予備的補充療法
監修
荻窪病院 血液凝固科 長尾 梓 先生
荻窪病院 血液凝固科 臨床心理士 小島 賢一 先生
出血の可能性がある場合に予備的に行う補充療法
運動量が多く、出血の可能性が高いときなどに、出血を防ぐ目的で血液凝固因子製剤を補充(注射)する治療法を「予備的補充療法」といいます。
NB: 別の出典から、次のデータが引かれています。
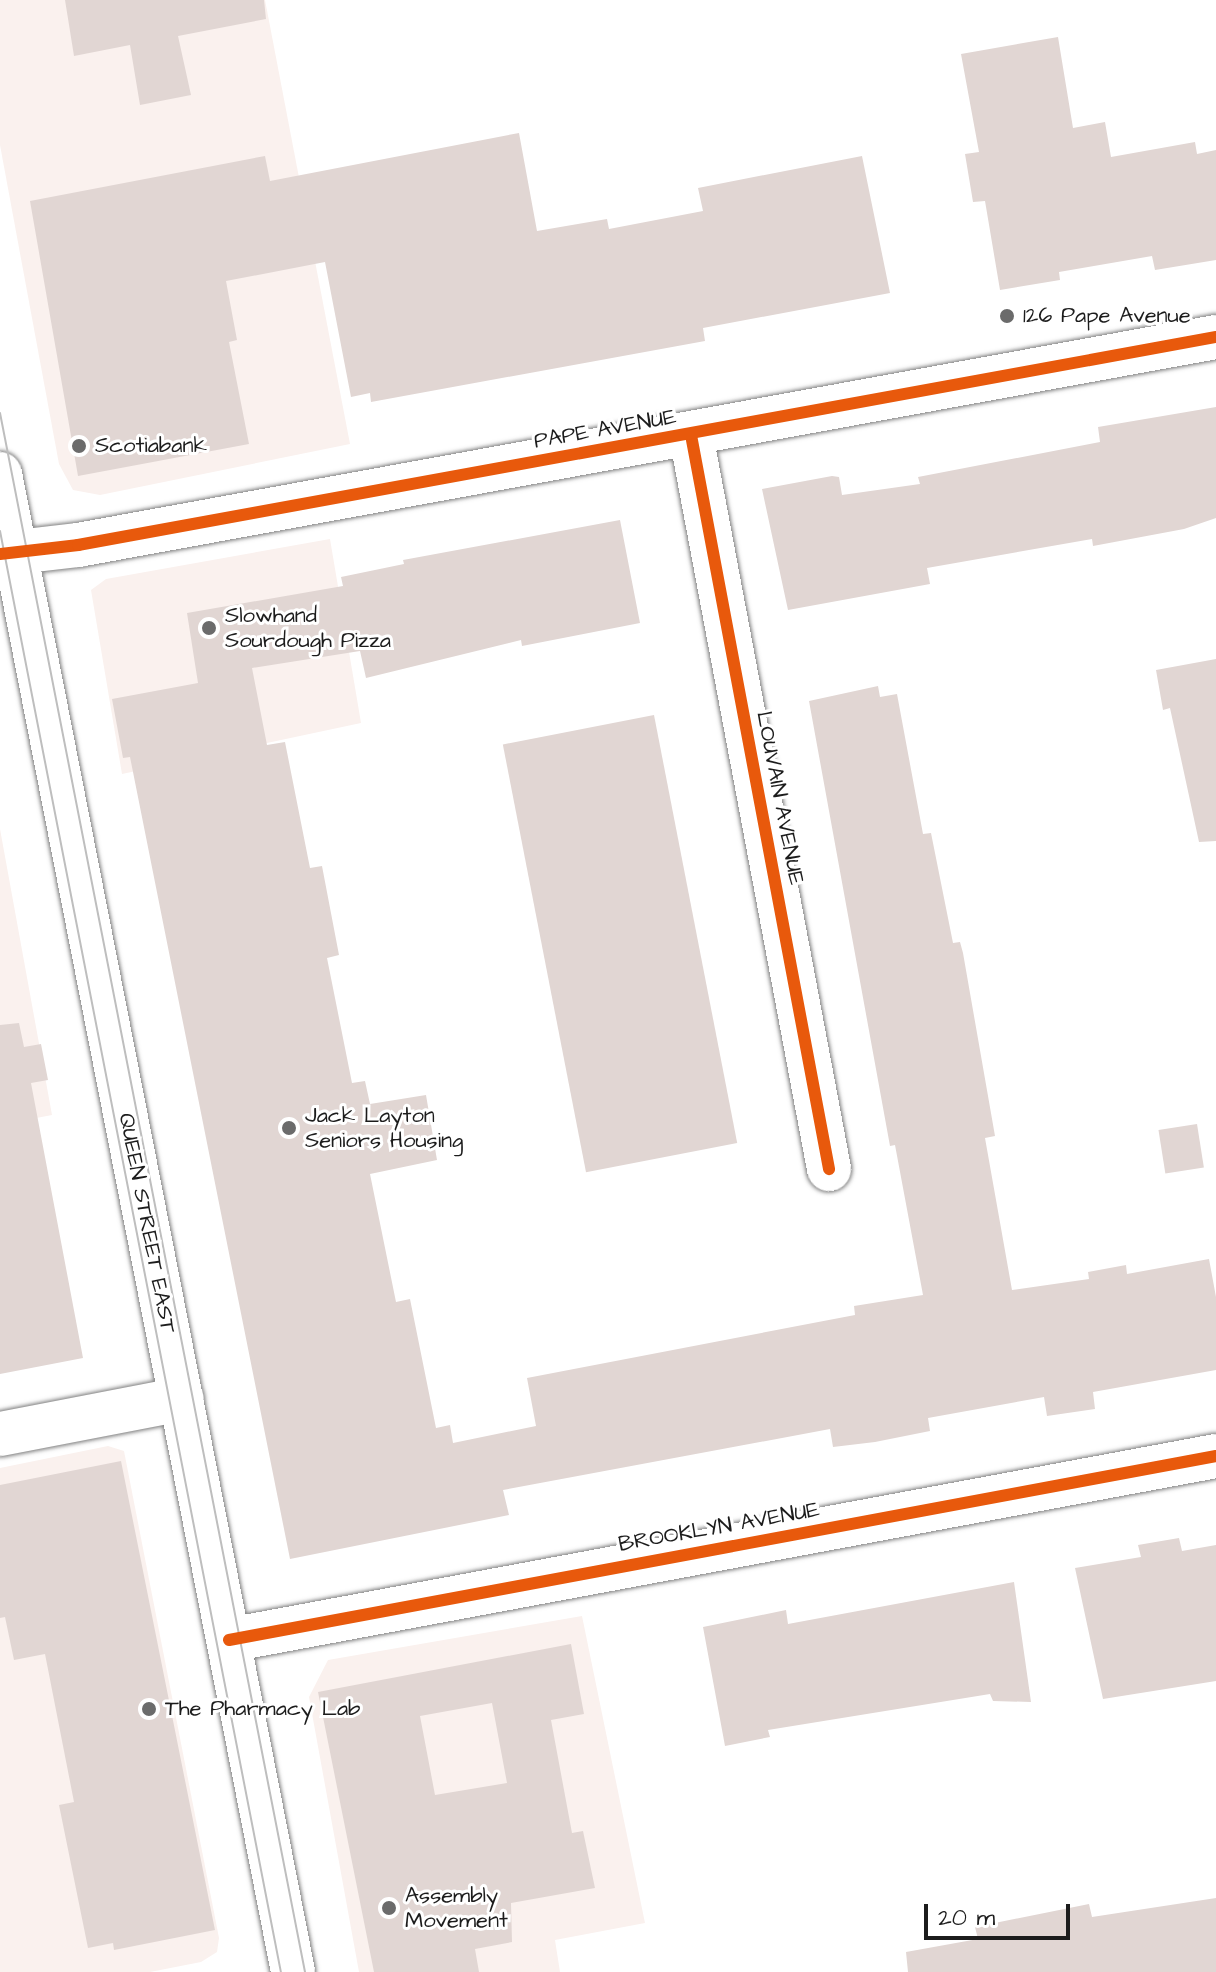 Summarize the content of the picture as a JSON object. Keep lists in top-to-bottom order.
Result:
{
  "streets": {
    "street": [
      "PAPE AVENUE",
      "LOUVAIN AVENUE",
      "QUEEN STREET EAST",
      "BROOKLYN AVENUE"
    ]
  },
  "crossings": [
    ["PAPE AVENUE", "LOUVAIN AVENUE"],
    ["PAPE AVENUE", "QUEEN STREET EAST"],
    ["QUEEN STREET EAST", "BROOKLYN AVENUE"]
  ],
  "places": [
    "126 Pape Avenue",
    "Scotiabank",
    "Slowhand Sourdough Pizza",
    "Jack Layton Seniors Housing",
    "The Pharmacy Lab",
    "Assembly Movement"
  ],
  "scale_bar": "20 m"
} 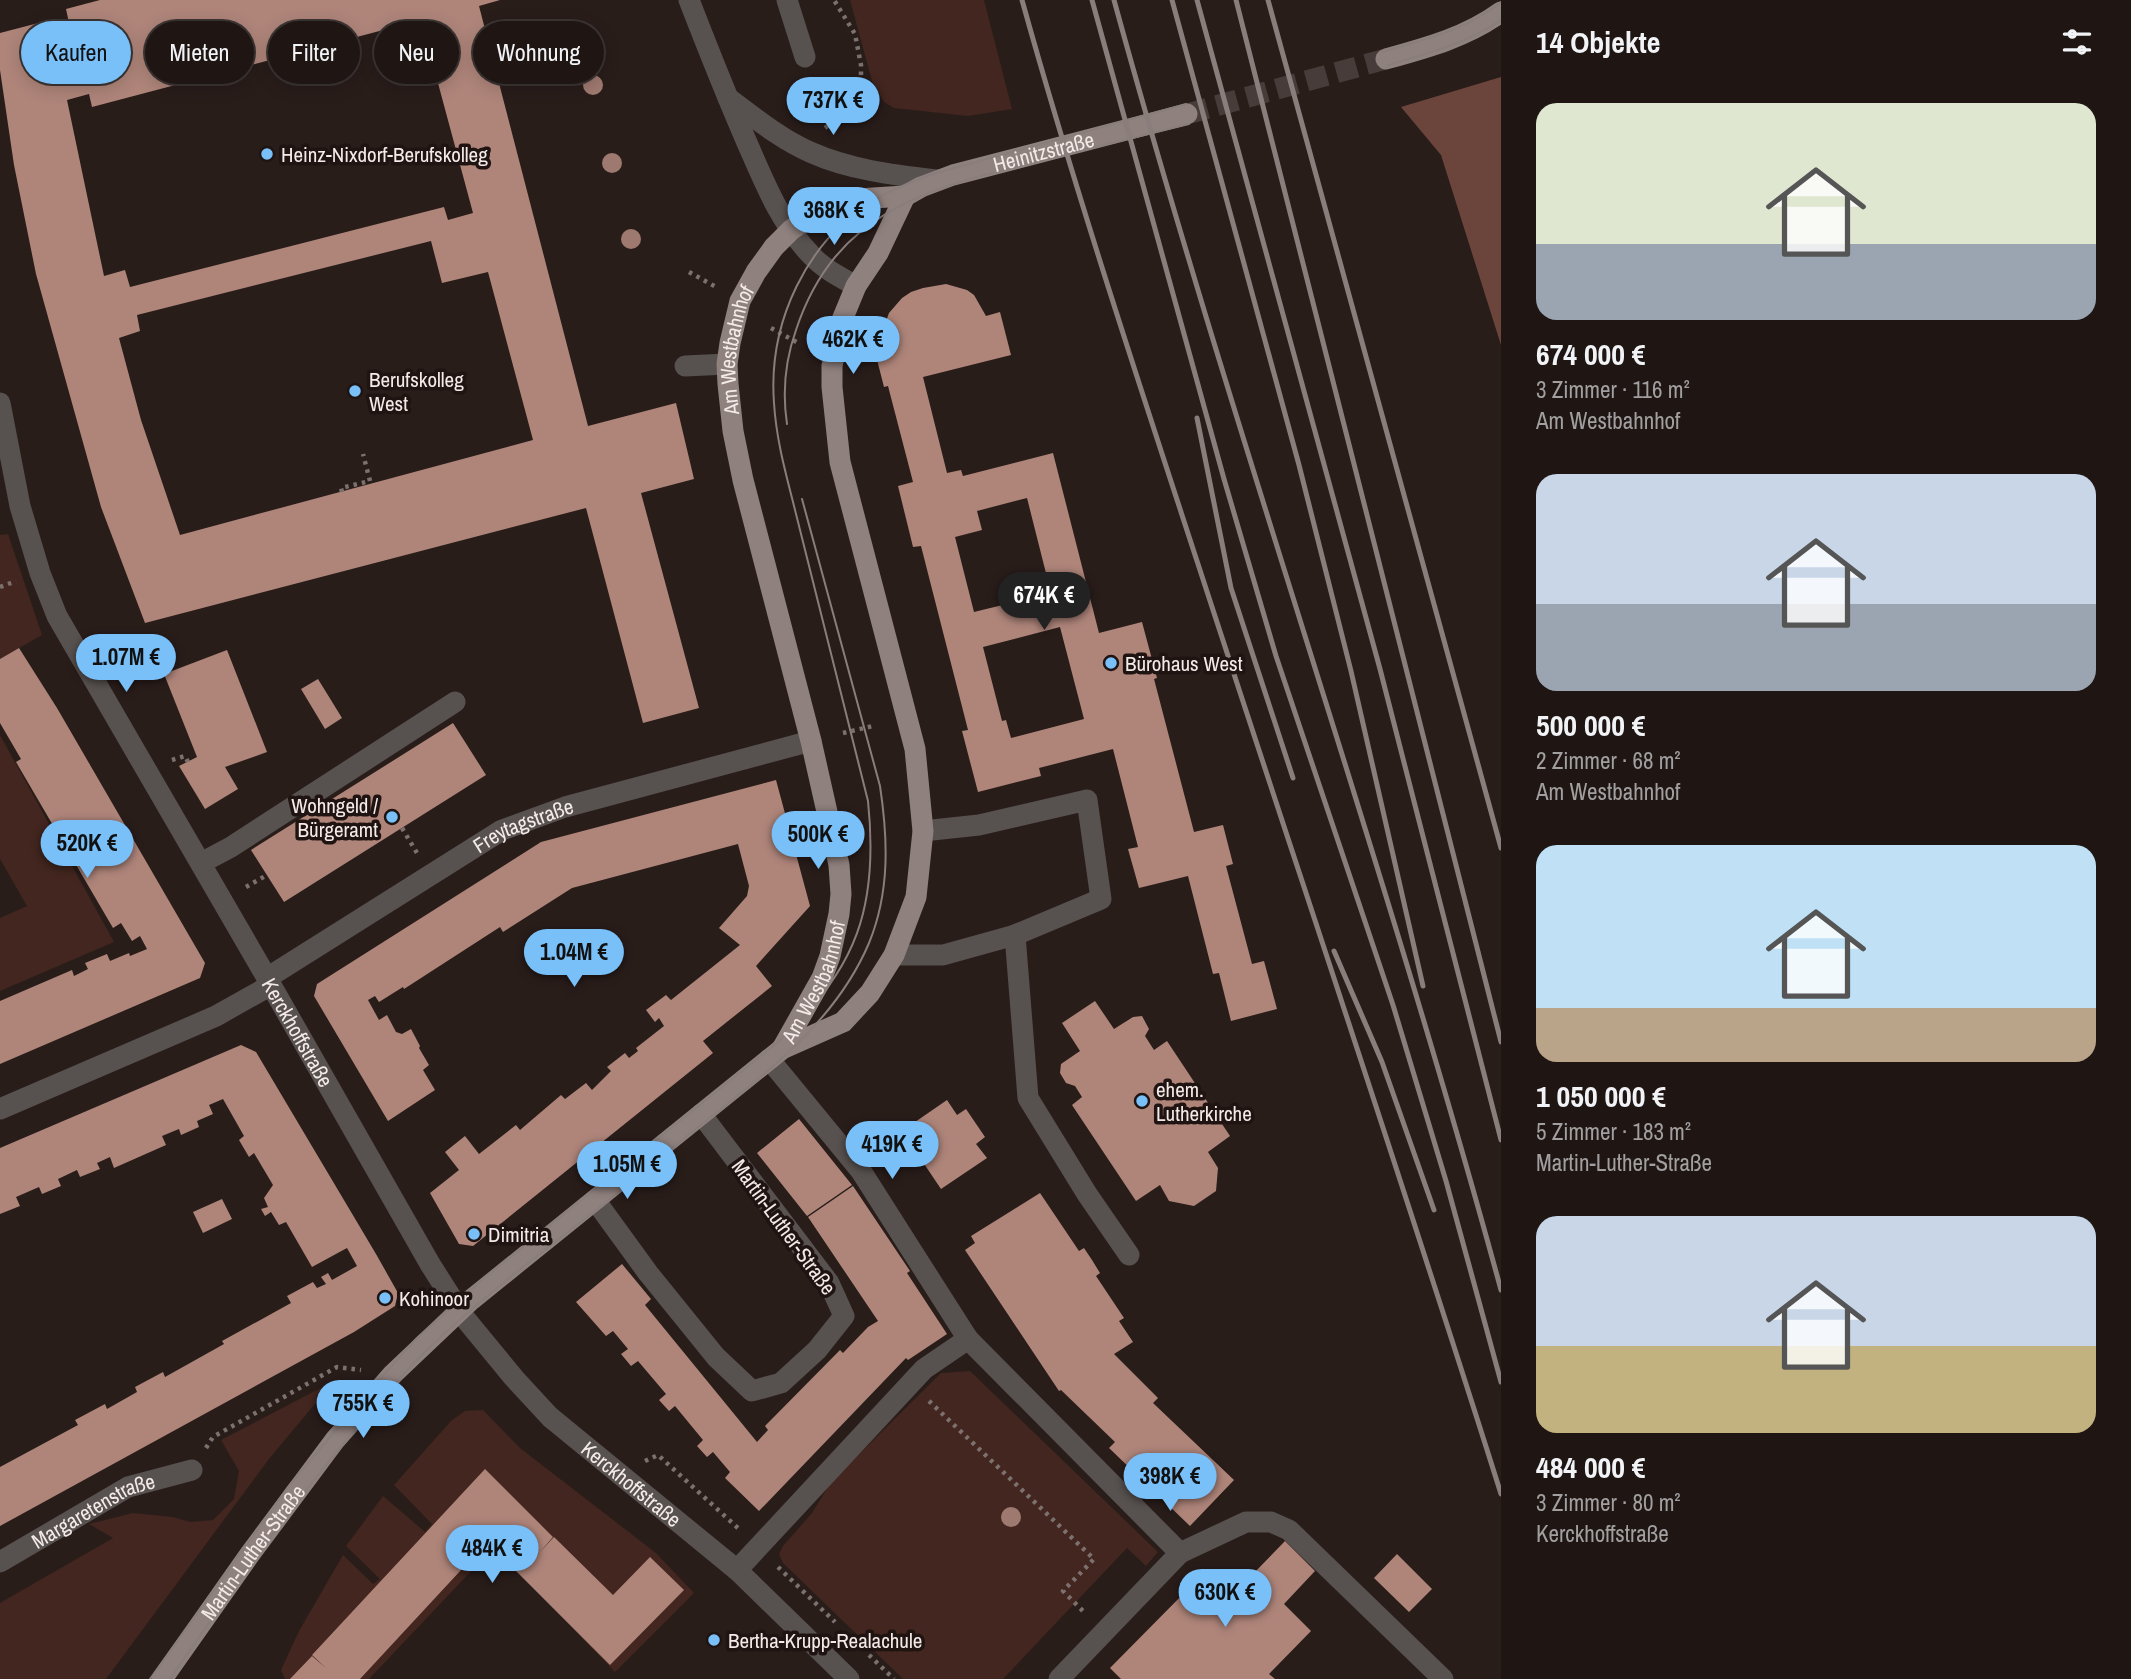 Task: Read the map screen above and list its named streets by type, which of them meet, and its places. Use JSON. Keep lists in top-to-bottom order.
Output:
{
  "streets": {
    "main road": ["Heinitzstraße", "Am Westbahnhof", "Martin-Luther-Straße"],
    "street": ["Freytagstraße", "Kerckhoffstraße", "Margaretenstraße"]
  },
  "crossings": [
    ["Heinitzstraße", "Am Westbahnhof"],
    ["Am Westbahnhof", "Freytagstraße"],
    ["Am Westbahnhof", "Martin-Luther-Straße"],
    ["Freytagstraße", "Kerckhoffstraße"],
    ["Kerckhoffstraße", "Martin-Luther-Straße"]
  ],
  "places": [
    "Heinz-Nixdorf-Berufskolleg",
    "Berufskolleg West",
    "Bürohaus West",
    "Wohngeld / Bürgeramt",
    "ehem. Lutherkirche",
    "Dimitria",
    "Kohinoor",
    "Bertha-Krupp-Realachule"
  ],
  "page": {
    "heading": "14 Objekte",
    "chip": [
      "Kaufen",
      "Mieten",
      "Filter",
      "Neu",
      "Wohnung"
    ],
    "price": [
      "737K €",
      "368K €",
      "462K €",
      "674K €",
      "1.07M €",
      "500K €",
      "520K €",
      "1.04M €",
      "419K €",
      "1.05M €",
      "755K €",
      "398K €",
      "484K €",
      "630K €"
    ],
    "list": [
      {
        "name": "674 000 €",
        "note": "3 Zimmer · 116 m² · Am Westbahnhof"
      },
      {
        "name": "500 000 €",
        "note": "2 Zimmer · 68 m² · Am Westbahnhof"
      },
      {
        "name": "1 050 000 €",
        "note": "5 Zimmer · 183 m² · Martin-Luther-Straße"
      },
      {
        "name": "484 000 €",
        "note": "3 Zimmer · 80 m² · Kerckhoffstraße"
      }
    ]
  }
}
活動の前に補充することで、行動範囲や社会生活の幅の広がりが期待できます。
■予備的補充療法を行うことが想定されるシーン
小児 | 体育の授業、運動会、遠足など |
成人 | 激しいスポーツ、イベントへの参加、旅行など |
- 西田恭治:“Ⅲ.治療 2.血友病の止血治療 1)補充療法 (1) 血友病A” みんなに役立つ血友病の基礎と臨床
白幡聡ほか編 改訂3版 医薬ジャーナル社:165, 2016
天野景裕:Medical Practice 24(12):2165, 2007より改変
予備的補充療法で注射する量は活動したい内容によって決める
予備的補充療法で補充(注射)する量は、運動量によって、目標とする血液凝固因子レベルを考慮して決めます。定期補充療法を行っている人も、出血の可能性が高い活動の前に予備的補充療法を行うことで、出血のリスクが少なくなります。やってみたいスポーツや活動などがあったら、あきらめずに、まずは主治医の先生に相談してみましょう。
■予備的補充療法で注射する量の目安
運動量 | 具体例 | 目標ピーク因子レベル |
---|---|---|
少ない | 散歩や仕事などでの近距離の徒歩移動 リハビリテーション |
20~40% |
多い | 遠足や旅行など遠距離の徒歩移動 体育,スポーツ |
40~60% |
- 日本血栓止血学会:インヒビターのない血友病患者に対する止血治療ガイドライン(2013年改訂版)
- 【利益相反】著者のうち2名はファイザー株式会社から研究費を受け、1名はファイザー株式会社からの受託研究費・寄付金を受けた。